The pass’ accuracy wasn’t perfect though, and the ball ended up right on Keane’s head. The England international regained possession of the ball by sending it straight into the box where there was plenty of space for action at the same moment.
Chelsea could also try to offset City’s transitional play by closing the passing lanes using some support from Higuain dropping a little deeper in the central areas. This way one of their key players, Fernandinho, who is responsible for most of the team’s forward passes would be forced to seek other options.
Although Higuain is not known for his efficiency on the ball, with the striker on board, the Blues would be able to apply more pressure on the central defenders, without risking being exposed in the wide areas. This might turn out to be crucial for City’s build-up as they would experience difficulties in delivering the ball further.

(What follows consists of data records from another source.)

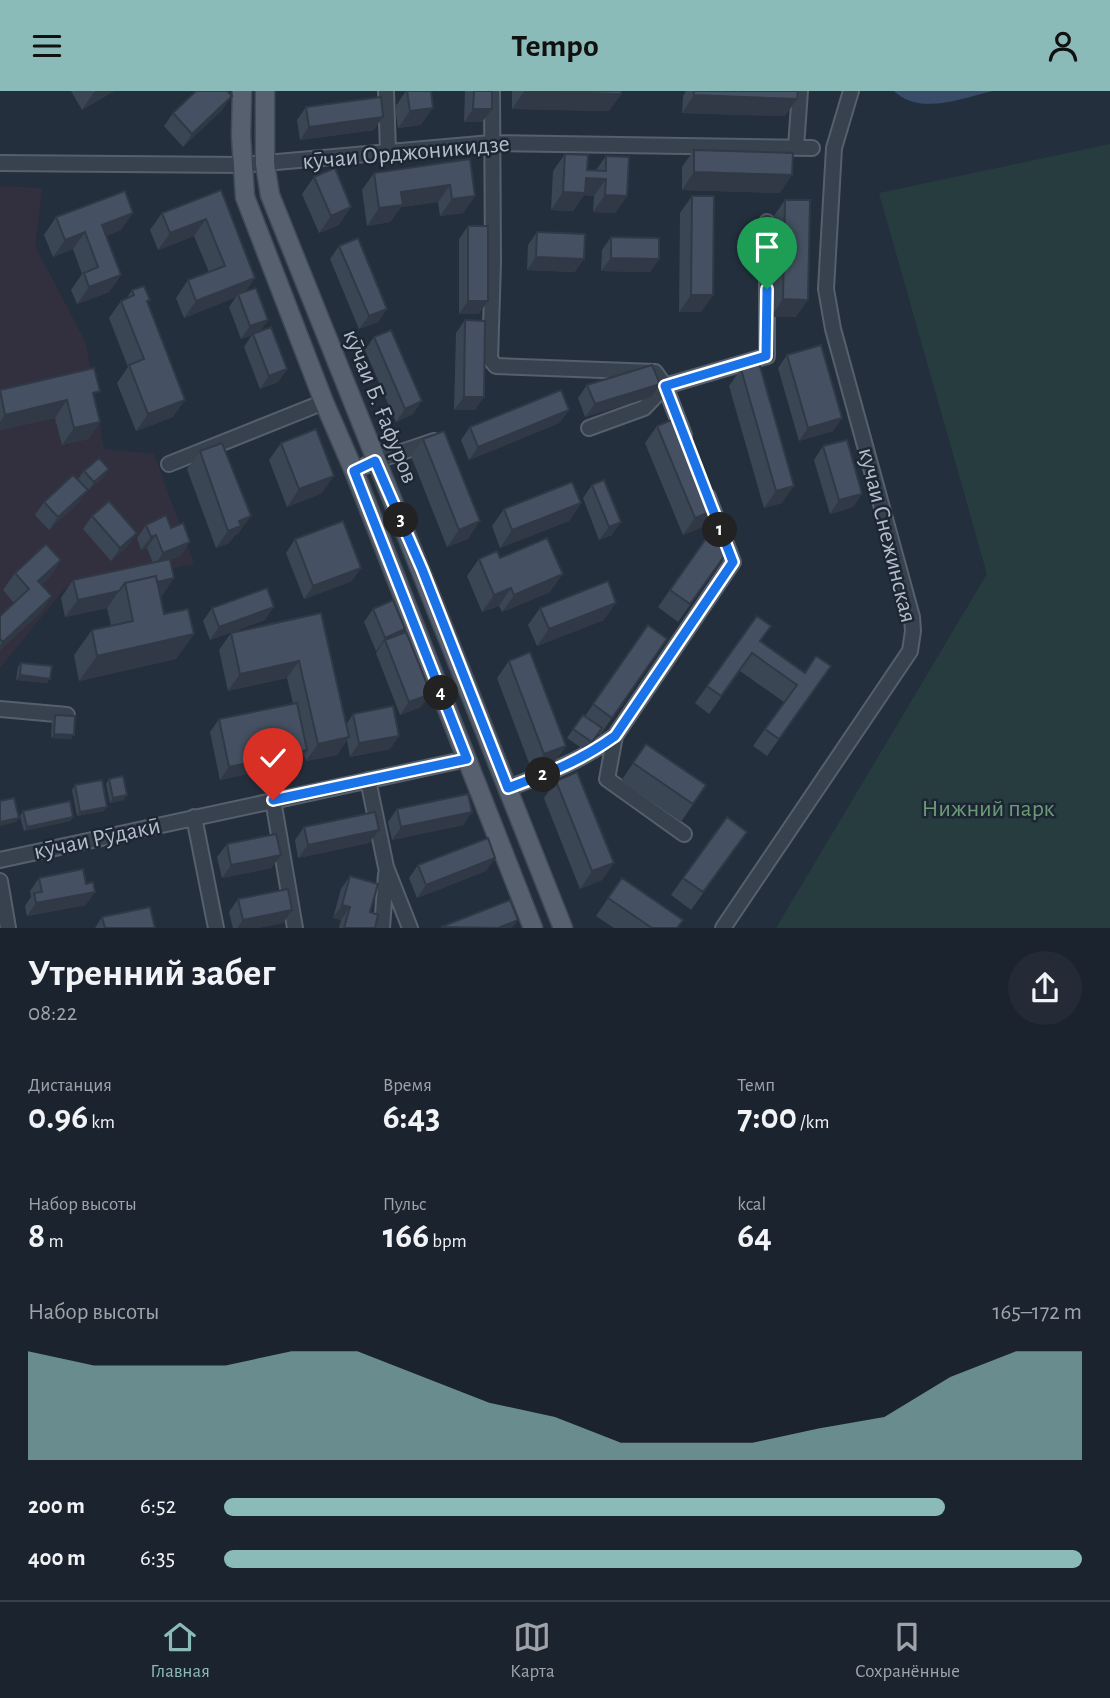 <!DOCTYPE html>
<html lang="ru">
<meta charset="utf-8">
<style>
body{margin:0;font-family:"Alegreya Sans",sans-serif;background:#242b36;color:#f1f3f6;height:100vh;display:flex;flex-direction:column;font-size:26px;white-space:nowrap}
*{box-sizing:border-box;margin:0}
p{font-size:23px;color:#a0a4aa}
.icon{flex:none;width:38px;height:38px;fill:none;stroke:currentColor;stroke-width:2;stroke-linecap:round;stroke-linejoin:round}
.map{position:relative;height:837px;overflow:hidden}
.drawer{display:flex;flex-direction:column;background:#1b232e;flex:1}
.drawer>*{flex:none}
.pin{position:absolute;display:grid;place-items:center;width:60px;height:60px;color:#fff;margin:-72px -30px;border-radius:50% 50% 50% 0;rotate:-45deg;box-shadow:0 0 7px #0007}
.pin .icon{rotate:45deg}
.km{position:absolute;width:35px;height:35px;margin:-18px;border-radius:50%;background:#222;color:#fff;font-size:19px;line-height:35px;text-align:center}
.round{display:grid;place-items:center;flex:none;width:74px;height:74px;border-radius:37px;background:#242b36}
.head{display:flex;align-items:center;justify-content:space-between;height:119px;padding:0 28px}
h1{font-size:38px;font-weight:700;line-height:52px}
.metrics{display:grid;grid-template-columns:repeat(3,1fr);gap:10px;height:119px;padding:7px 28px}
.metrics div{display:grid;align-content:center}
.metrics b{font-size:35px;font-weight:700}
.metrics small{font-size:19px;font-weight:400}
.metrics p{font-size:19px}
.chart{height:196px;padding:14px 28px}
.chart p{display:flex;justify-content:space-between}
.chart svg{width:100%;height:126px;margin-top:7px;fill:#8bbbb9;opacity:.7}
ul{padding:0 28px;list-style:none;font-size:23px}
li{display:grid;grid-template-columns:112px 84px 1fr;align-items:center;height:52px}
li i{height:18px;border-radius:9px;background:#8bbbb9}
header{display:flex;justify-content:space-between;align-items:center;height:91px;padding:0 28px;background:#8bbbb9;color:#111;font-size:32px;font-weight:700}
.dock{display:flex;justify-content:space-around;align-items:center;height:98px;border-top:2px solid #39404a;background:#1b232e;font-size:19px;color:#a0a4aa}
.dock a{display:grid;justify-items:center;gap:4px}
.dock .current{color:#8bbbb9}
.map>svg:first-child{display:block}
.medical{fill:#32303f}
.green{fill:#263c3f}
.water{fill:#394c67}
.lines{fill:none;stroke-linecap:round;stroke-linejoin:round}
.minor-casing{stroke:#565f6c;stroke-width:18}
.major-casing{stroke:#414a57;stroke-width:21}
.minor{stroke:#38414e;stroke-width:14}
.major{stroke:#56606e;stroke-width:18}
.wall{fill:#3b4654}
.shaded-wall{fill:#303945}
.building{fill:#455162;stroke:#303945;stroke-width:2}
.route-casing{stroke:#fff;stroke-width:14}
.route{stroke:#1a73e8;stroke-width:9}
.labels{text-anchor:middle;stroke-width:5;stroke-linejoin:round;paint-order:stroke}
.street-label{font-size:24px;fill:#b4bcc9;stroke:#1d2633}
.park-label{font-size:24px;fill:#6b9a76;stroke:#1d2633}
</style>
<header><svg class="icon" aria-label="menu" viewBox="0 0 24 24"><path d="M4 6h16M4 12h16M4 18h16"/></svg>Tempo<svg class="icon" aria-label="person" viewBox="0 0 24 24"><circle cx="12" cy="8" r="4"/><path d="M4 21q1-7 8-7t8 7"/></svg></header>
<div class="map">
<svg width="1110" height="837" viewBox="0 0 1110 837">
<rect width="100%" height="100%" fill="#242f3e"/>
<path class="medical" d="M0,95L42,97L35,155L86,252L104,358L154,363L194,473L65,497L0,577Z"/>
<path class="green" d="M1110,53V837H776L987,483L879,102Z"/>
<path class="water" d="M894,0H993C962,7 920,25 894,0Z"/>
<g class="lines">
<defs>
<path id="minor" d="M386,0L388,61
M492,0L493,171L490,268L496,275L655,281L665,295L684,344
M796,56L800,0
M0,72L242,74L491,52L812,57
M589,337L644,317L665,295L767,265V131
M169,373L324,311
M354,380L375,370L434,350
M0,618L67,624
M615,645L733,471L708,406
M368,689L386,776L410,837
M508,697C548,682 579,671 615,645L607,688L684,743
M273,709L295,837
M194,726L216,837
M0,769L467,668
M0,790L8,837
M382,837L386,783
M723,837L910,560L913,540L912,526L833,238L826,198L834,57L851,0"/>
<path id="major" d="M242,0L241,45L245,106L324,311L354,380L533,837
M265,0V73L270,104C367,349 467,592 563,837"/>
</defs>
<use href="#minor" class="minor-casing"/>
<use href="#major" class="major-casing"/>
<use href="#minor" class="minor"/>
<use href="#major" class="major"/>
</g>
<path class="wall" d="M71,0H114L82,19Z
M406,0H431L421,34L398,37L395,16Z
M465,0H492L482,31H464Z
M512,0H621V3L609,20L512,18Z
M686,0H798L797,8L785,25L682,22L683,5Z
M306,16L374,39L300,49L297,29Z
M223,18L183,56L164,35L173,22Z
M694,59L780,102L682,99V76Z
M565,63L587,79H596L606,65L627,105L615,122L593,121L594,105L584,104L573,120L551,119L553,80Z
M470,68L475,105L463,122L440,125L438,111L401,116L390,131L367,135L362,99L374,82Z
M314,86L339,134L319,142L302,103Z
M221,99L245,201L268,229L260,240L287,278L278,291L260,298L244,256L252,244L241,248L229,216L236,206L184,227L176,207L188,189L209,181L194,145L158,159L150,139L162,122Z
M692,105L713,204L701,221H679L680,122Z
M785,109L796,226H771L773,126Z
M56,126L121,139L106,145L121,184L109,201L77,213L71,199L82,183L73,158L53,166L44,144Z
M468,135L479,223H459V148Z
M537,141L575,181L527,179L528,154Z
M611,146L659,168L650,181L601,180L602,159Z
M339,155L387,218L378,231L359,238L330,168Z
M132,199L147,212L173,326L136,340L117,292L128,276L109,227L121,210L126,208Z
M465,229L475,319H454L456,242Z
M374,246L413,323L396,331L365,259Z
M787,264L842,327L833,340L799,350L778,277Z
M741,278L782,412L764,417L729,295Z
M587,294L651,306L585,326L578,307Z
M0,299L94,308L100,331L88,348L62,354L55,327L0,339Z
M569,319L559,332L469,369L461,349L470,336Z
M657,335L705,435L683,444L645,352Z
M423,348L468,448L447,456L411,365Z
M281,352L322,402L287,416L269,369Z
M823,355L862,403L853,416L830,423L814,369Z
M200,360L238,443L235,444L229,452L216,457L187,378Z
M84,380L103,387L87,400L78,412L49,439L35,424L44,411L78,388Z
M592,394L612,444L599,449L583,407Z
M581,412L569,430L500,457L492,435L504,418Z
M92,425L137,442L128,455L111,470L83,438Z
M146,434L181,464L170,469L162,505H160L164,523L194,543L176,568L79,590L74,564L92,539L111,534L107,517L65,526L61,507L73,489L153,472L147,457L141,459L137,447Z
M712,439L733,453L678,531L658,516Z
M295,448L352,490L304,508L286,462Z
M500,467L550,501L502,521L499,515L482,521L467,485L479,468Z
M61,469L49,487L41,494L52,505L40,522L0,559V525L14,512L3,499L15,482Z
M212,517L265,529L210,549L203,530Z
M540,517L604,529L537,555L528,534Z
M373,518L405,538L402,543L421,616L400,624L376,562L379,558L376,560L364,531Z
M321,522L346,634L353,623L399,645L390,658L350,666L347,649L337,664L306,670L304,664L298,672L220,689L210,641L219,628L293,612L287,587L228,600L219,559L231,542Z
M757,525L760,550L805,582L831,575L767,665L753,655L784,611L740,580L709,623L695,612Z
M648,534L667,548L600,644L598,642L586,660L567,647L583,624L585,625Z
M509,570L566,655L554,672L532,680L497,587Z
M21,572L47,592L16,589L18,576Z
M55,624L71,648L51,647L52,629Z
M646,653L706,694L681,731L621,690Z
M109,688L124,709L110,712L106,693Z
M556,690L614,772L602,789L580,798L544,707Z
M75,694L104,720L77,725L72,699Z
M397,718L472,721L463,734L392,749L388,731Z
M23,720L73,726L70,730L24,740L20,725Z
M304,736L369,752L298,767L295,749Z
M747,741L691,819L671,804L683,787Z
M227,753L281,764L271,777L222,787L217,766Z
M495,767L486,780L417,807L409,787L418,774Z
M350,785L370,821L375,837H339L341,829L333,827L341,798Z
M39,787L86,814L27,825L25,815L31,806L30,800Z
M622,787L677,837H614L596,825Z
M238,808L292,819L283,832L258,837H233L229,821Z
M102,826L155,837H95Z"/>
<path class="shaded-wall" d="M96,0H114L82,19L94,1Z
M524,0L621,3L609,20L512,18Z
M694,4L797,8L785,25L682,22Z
M232,5L223,18L183,56L192,43Z
M433,17L421,34L398,37L410,20Z
M473,18H492L482,31H464Z
M383,26L374,39L300,49L309,36Z
M694,81L792,84L780,102L682,99Z
M586,87L606,88L594,105L584,104L573,120L551,119L563,101Z
M450,94L438,111L401,116L390,131L367,135L379,117L401,101Z
M605,104L627,105L615,122L593,121Z
M475,105L463,122L440,125L452,108Z
M351,116L339,134L319,142L331,125Z
M133,122L121,139L90,151L102,134Z
M206,128L194,145L158,159L170,142Z
M85,141L73,158L53,166L65,149Z
M536,166L584,168L575,181L527,179Z
M611,167L659,168L650,181L601,180Z
M121,184L109,201L77,213L89,196Z
M255,187L243,204L238,203L236,206L184,227L196,210Z
M691,204H713L701,221H679Z
M783,208L808,209L796,226H771Z
M468,210H488L479,223H459Z
M387,218L378,231L359,238L369,225Z
M268,229L259,242L241,248L250,235Z
M287,278L278,291L260,298L269,285Z
M660,293L651,306L585,326L595,313Z
M464,306H484L475,319H454Z
M67,309L55,327L0,339V331L5,324Z
M185,309L173,326L136,340L148,323Z
M422,310L413,323L396,331L405,318Z
M569,319L559,332L469,369L478,356Z
M842,327L833,340L799,350L808,337Z
M100,331L88,348L62,354L74,337Z
M109,378L103,387L88,400L94,391Z
M334,385L322,402L287,416L299,398Z
M794,395L782,412L764,417L776,400Z
M88,399L78,412L49,439L58,426Z
M862,403L853,416L830,423L839,409Z
M581,412L569,430L500,457L512,439Z
M717,418L705,435L683,444L695,427Z
M251,425L238,443L235,444L229,452L216,457L228,440L239,430Z
M480,430L468,448L447,456L459,439Z
M621,431L612,444L599,449L609,436Z
M137,442L128,455L111,470L120,457Z
M156,444L147,457L141,459L151,446Z
M190,451L181,464L154,475L163,462Z
M61,469L49,487L26,508L38,490Z
M361,477L352,490L304,508L313,495Z
M563,483L550,501L502,521L514,504Z
M174,487L162,505L129,512L126,498Z
M511,497L499,515L482,521L494,504Z
M119,500L107,517L65,526L78,509Z
M52,505L40,522L0,559V554L3,551Z
M616,512L604,529L537,555L549,538Z
M274,516L265,529L210,549L219,536Z
M405,538L396,551L385,549L379,558L376,560L385,547Z
M194,543L176,568L79,590L97,565Z
M299,570L287,587L228,600L240,583Z
M20,584L50,588L47,592L16,589Z
M431,603L421,616L400,624L409,611Z
M54,643L74,644L71,648L51,647Z
M399,645L390,658L350,666L359,652Z
M349,646L337,664L306,670L318,653Z
M566,655L554,672L532,680L544,663Z
M307,659L298,672L220,689L229,676Z
M127,704L124,709L110,712L113,707Z
M107,716L104,720L77,725L80,721Z
M472,721L463,734L392,749L401,736Z
M73,726L70,730L24,740L27,736Z
M19,727L16,731L0,735V731Z
M379,739L369,752L298,767L308,754Z
M281,764L271,777L222,787L231,774Z
M495,767L486,780L417,807L426,794Z
M614,772L602,789L580,798L592,780Z
M95,801L86,814L27,825L36,812Z
M342,814L350,816L341,829L333,827Z
M292,819L283,832L258,837H237L243,829Z
M518,829L512,837H498Z"/>
<path class="building" d="M196,0H227L232,5L192,43L173,22Z
M407,0H431L433,17L410,20Z
M474,0H492V18H473Z
M524,0H621V3Z
M694,0H798L797,8L694,4Z
M381,6L383,26L309,36L306,16Z
M694,59L793,62L792,84L694,81Z
M565,63L588,64L587,79L606,80V65L629,66L627,105L605,104L606,88L586,87L585,102L563,101Z
M470,68L475,105L452,108L450,94L401,101L403,114L379,117L374,82Z
M335,77L351,116L331,125L314,86Z
M221,99L255,187L196,210L188,189L225,175L206,128L170,142L162,122Z
M125,100L133,122L102,134L121,184L89,196L84,182L98,176L85,141L65,149L56,126Z
M692,105H714L713,204H691Z
M785,109H810L808,209L783,208Z
M468,135H488V210H468Z
M537,141L585,143L584,168L536,166Z
M611,146L659,147V168L611,167Z
M358,147L387,218L369,225L339,155Z
M144,195L150,209L147,210L185,309L148,323L129,274L144,268L121,210L134,204L132,199Z
M256,197L268,229L250,235L238,203Z
M465,229L485,230L484,306H464Z
M271,236L287,278L269,285L253,243Z
M391,239L422,310L405,318L374,246Z
M821,254L842,327L808,337L787,264Z
M759,272L794,395L776,400L741,278Z
M652,274L660,293L595,313L587,294Z
M94,277L100,300L93,302L100,331L74,337L67,309L5,324L0,299Z
M561,299L569,319L478,356L470,336Z
M679,326L717,418L695,427L657,335Z
M316,338L334,385L299,398L281,352Z
M444,340L480,430L459,439L423,348Z
M847,349L862,403L839,409L823,355Z
M222,352L251,425L239,430L241,435L228,440L200,360Z
M99,367L109,378L94,391L84,380Z
M73,384L88,399L58,426L44,411Z
M604,389L621,431L609,436L592,394Z
M572,391L581,412L512,439L504,418Z
M109,410L137,442L120,457L92,425Z
M166,424L171,437L183,432L190,451L163,462L156,444L151,446L146,434Z
M343,430L361,477L313,495L295,448Z
M712,439L733,453L690,513L670,499Z
M547,447L563,483L514,504L511,497L494,504L479,468L497,460L500,467Z
M46,453L61,469L38,490L52,505L3,551L0,548V525L29,498L15,482Z
M170,468L174,487L157,491L156,485L125,492L119,500L78,509L73,489Z
M156,485L164,523L188,518L194,543L97,565L92,539L133,530L125,492Z
M608,490L616,512L549,538L540,517Z
M267,497L274,516L219,536L212,517Z
M393,509L405,538L385,547L373,518Z
M321,522L349,646L318,653L299,570L240,583L231,542Z
M757,525L771,535L760,550L805,582L816,565L831,575L779,648L765,638L797,594L752,562L721,605L707,595Z
M648,534L667,548L612,627L593,613Z
M406,541L431,603L409,611L385,549Z
M530,561L566,655L544,663L509,570Z
M21,572L52,575L50,588L20,584Z
M297,612L307,659L229,676L219,628Z
M393,615L399,645L359,652L353,623Z
M55,624L75,625L74,644L54,643Z
M583,624L602,637L592,651L573,638Z
M646,653L706,694L693,713L633,672Z
M577,681L614,772L592,780L556,690Z
M123,685L127,704L113,707L109,688Z
M102,689L107,716L80,721L75,694Z
M468,703L472,721L401,736L397,718Z
M14,707L19,727L0,731V710Z
M70,710L73,726L27,736L23,720Z
M375,721L379,739L308,754L304,736Z
M727,726L747,741L703,801L683,787Z
M276,743L281,764L231,774L227,753Z
M488,747L495,767L426,794L418,774Z
M83,778L86,793L93,791L95,801L36,812L34,802L42,801L39,787Z
M350,785L378,793L370,821L378,824L375,837H344L350,816L342,814Z
M622,787L683,829L677,837H652L608,807Z
M288,798L292,819L243,829L238,808Z
M510,809L518,829L498,837L441,836Z
M150,816L155,837H105L102,826Z"/>
<g class="lines">
<defs>
<path id="route" d="M273,709L467,668L354,380L375,370L422,478L508,697C548,682 579,671 615,645L733,471L665,295L766,265L767,198"/>
</defs>
<use href="#route" class="route-casing"/>
<use href="#route" class="route"/>
</g>
<g class="labels">
<g class="street-label">
<text transform="translate(406 61) rotate(-5)" y="8">кӯчаи Орджоникидзе</text>
<text transform="translate(381 315) rotate(68)" y="8">кӯчаи Б. Ғафуров</text>
<text transform="translate(888 444) rotate(76)" y="8">кучаи Снежинская</text>
<text transform="translate(97 747) rotate(-12)" y="8">кӯчаи Рӯдакӣ</text>
</g>
<g class="park-label">
<text x="988" y="725">Нижний парк</text>
</g>
</g>
</svg>
<div class="pin" style="left:767px;top:198px;background:#1e9e55"><svg class="icon" aria-label="arrive" viewBox="0 0 24 24"><path d="M6 21V4h12l-3 4 3 4H6"/></svg></div>
<div class="pin" style="left:273px;top:709px;background:#d93025"><svg class="icon" aria-label="check" viewBox="0 0 24 24"><path d="M5 12l5 5 9-10"/></svg></div>
<b class="km" style="left:720px;top:439px">1</b>
<b class="km" style="left:543px;top:684px">2</b>
<b class="km" style="left:401px;top:429px">3</b>
<b class="km" style="left:441px;top:602px">4</b>
</div>
<section class="drawer">
<div class="head"><div><h1>Утренний забег</h1><p>08:22</p></div><a class="round"><svg class="icon" aria-label="share" viewBox="0 0 24 24"><path d="M12 15V3M7 8l5-5 5 5M5 13v7h14v-7"/></svg></a></div>
<div class="metrics">
<div><p>Дистанция</p><b>0.96<small> km</small></b></div>
<div><p>Время</p><b>6:43</b></div>
<div><p>Темп</p><b>7:00<small> /km</small></b></div>
</div>
<div class="metrics">
<div><p>Набор высоты</p><b>8<small> m</small></b></div>
<div><p>Пульс</p><b>166<small> bpm</small></b></div>
<div><p>kcal</p><b>64</b></div>
</div>
<div class="chart"><p><span>Набор высоты</span>165–172 m</p>
<svg viewBox="0 0 160 44" preserveAspectRatio="none"><path d="M0 44V6L10 11L20 11L30 11L40 6L50 6L60 15L70 24L80 29L90 38L100 38L110 38L120 33L130 29L140 15L150 6L160 6V44z"/></svg>
</div>
<ul>
<li><b>200 m</b>6:52<i style="width:84%"></i></li>
<li><b>400 m</b>6:35<i style="width:100%"></i></li>
</ul>
</section>
<nav class="dock">
<a class="current"><svg class="icon" aria-label="home" viewBox="0 0 24 24"><path d="M3 11l9-7 9 7M6 9v11h12V9"/></svg>Главная</a>
<a><svg class="icon" aria-label="map" viewBox="0 0 24 24"><path d="M3 6l6-2 6 2 6-2v14l-6 2-6-2-6 2zM9 4v14M15 6v14"/></svg>Карта</a>
<a><svg class="icon" aria-label="saved" viewBox="0 0 24 24"><path d="M7 4h10v16l-5-4-5 4z"/></svg>Сохранённые</a>
</nav>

In their previous meeting, Chelsea’s players tried to block access to Fernandinho. City struggled to build up from the back as their defenders needed to seek other passing options. Of course, there is a way of City preventing this by simply dropping Fernandinho back as a support to the back line.
Against Arsenal last week, the team used a different strategy. The Brazilian started as a part of the back four next to Otamendi, with Ilkay Gundogan in front of them. Upon gaining back possession he would enter the central area and operate between the lines. He was often unmarked due to the overloaded midfield. These actions might be used against Chelsea too in pursuit of engaging the central duo and opening the half-space channels for the wide players to take advantage of.
In the picture above you can see that United failed to block the passing lanes and Fernandinho had too much freedom in the central area. This allowed him to receive the ball and then send a perfectly measured through-ball, which is actually one of his best skills.
Although the difference in their form and squads might place City as favourites in this game, Chelsea might have their own ways of making life harder. The presence of Higuain as a huge support to the key player Hazard would guarantee more opportunities for the Londoners. As I already mentioned the most obvious key to success is blocking the passing lanes and limiting Fernandinho’s space for action. If they fail to do so, he might turn into City’s ticket to the three points.